Aim of the exercise: Transcribe exactly the line containing "I am building" plus every later line in the data.

------------------------------------------------------------------------

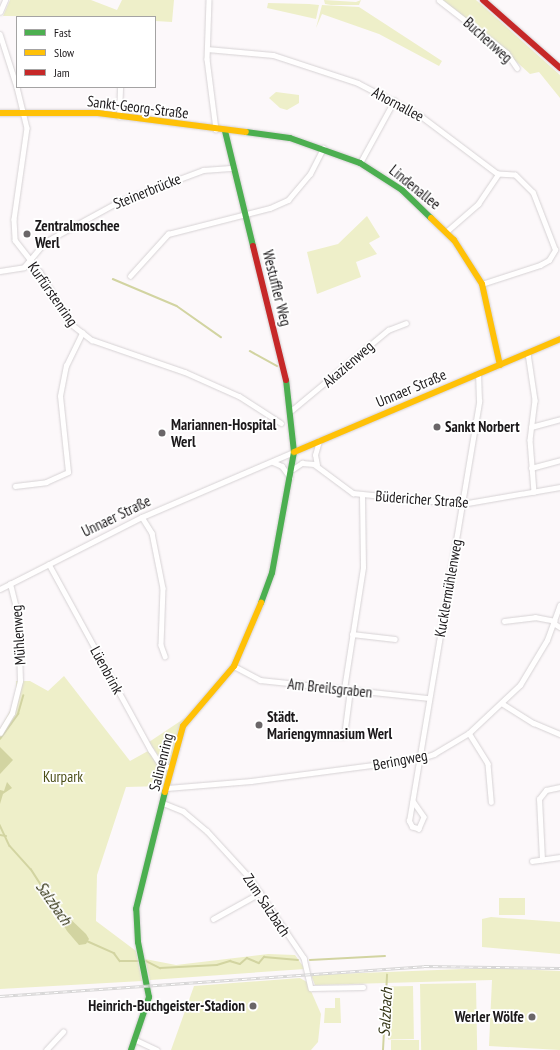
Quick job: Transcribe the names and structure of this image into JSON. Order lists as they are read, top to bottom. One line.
{"streets":{"street":["Buchenweg","Ahornallee","Sankt-Georg-Straße","Lindenallee","Steinerbrücke","Westuffler Weg","Kurfürstenring","Akazienweg","Unnaer Straße","Büdericher Straße","Kucklermühlenweg","Mühlenweg","Lüenbrink","Am Breilsgraben","Beringweg","Salinenring","Zum Salzbach"]},"crossings":[["Sankt-Georg-Straße","Lindenallee"],["Sankt-Georg-Straße","Westuffler Weg"],["Sankt-Georg-Straße","Kurfürstenring"],["Lindenallee","Westuffler Weg"],["Lindenallee","Unnaer Straße"],["Steinerbrücke","Westuffler Weg"],["Steinerbrücke","Kurfürstenring"],["Westuffler Weg","Akazienweg"],["Westuffler Weg","Unnaer Straße"],["Westuffler Weg","Salinenring"],["Unnaer Straße","Kucklermühlenweg"],["Unnaer Straße","Mühlenweg"],["Unnaer Straße","Lüenbrink"],["Unnaer Straße","Salinenring"],["Büdericher Straße","Kucklermühlenweg"],["Kucklermühlenweg","Am Breilsgraben"],["Kucklermühlenweg","Beringweg"],["Lüenbrink","Salinenring"],["Am Breilsgraben","Salinenring"],["Beringweg","Salinenring"],["Salinenring","Zum Salzbach"]],"water":["Salzbach"],"parks":["Kurpark"],"places":["Zentralmoschee Werl","Sankt Norbert","Mariannen-Hospital Werl","Städt. Mariengymnasium Werl","Heinrich-Buchgeister-Stadion","Werler Wölfe"],"legend":["Fast","Slow","Jam"]}
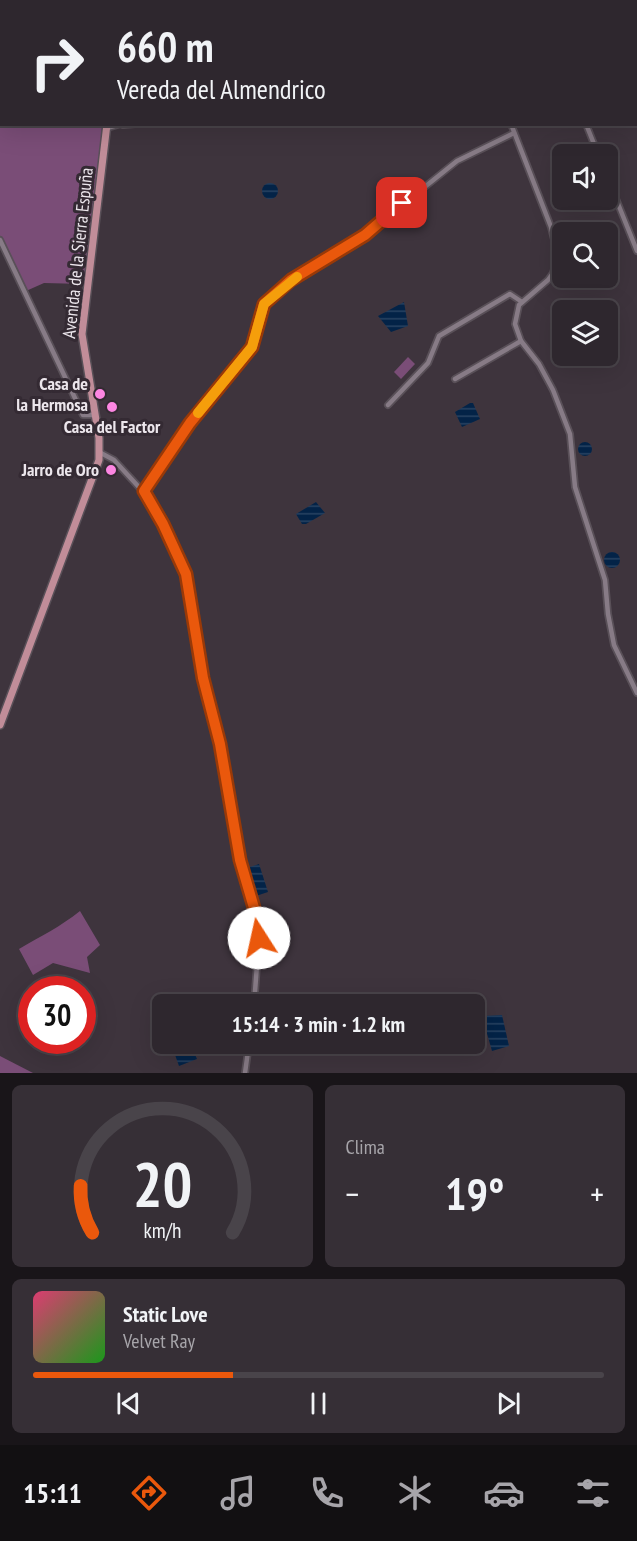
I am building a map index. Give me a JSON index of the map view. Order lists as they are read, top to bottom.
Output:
{
  "streets": {
    "main road": ["Avenida de la Sierra Espuña"]
  },
  "places": ["Casa de la Hermosa", "Casa del Factor", "Jarro de Oro"],
  "page": {
    "turn": ["660 m", "Vereda del Almendrico"],
    "limit": "30",
    "trip": "15:14 · 3 min · 1.2 km",
    "tile": "Clima",
    "heat": ["−", "19°", "+"],
    "song": ["Static Love", "Velvet Ray"],
    "tabs": "15:11",
    "gauge": ["20", "km/h"]
  }
}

------------------------------------------------------------------------

Response to this exercise:
I am building a map index. Give me a JSON index of the map view. Order lists as they are read, top to bottom.
Output:
{
  "streets": {
    "main road": ["Avenida de la Sierra Espuña"]
  },
  "places": ["Casa de la Hermosa", "Casa del Factor", "Jarro de Oro"],
  "page": {
    "turn": ["660 m", "Vereda del Almendrico"],
    "limit": "30",
    "trip": "15:14 · 3 min · 1.2 km",
    "tile": "Clima",
    "heat": ["−", "19°", "+"],
    "song": ["Static Love", "Velvet Ray"],
    "tabs": "15:11",
    "gauge": ["20", "km/h"]
  }
}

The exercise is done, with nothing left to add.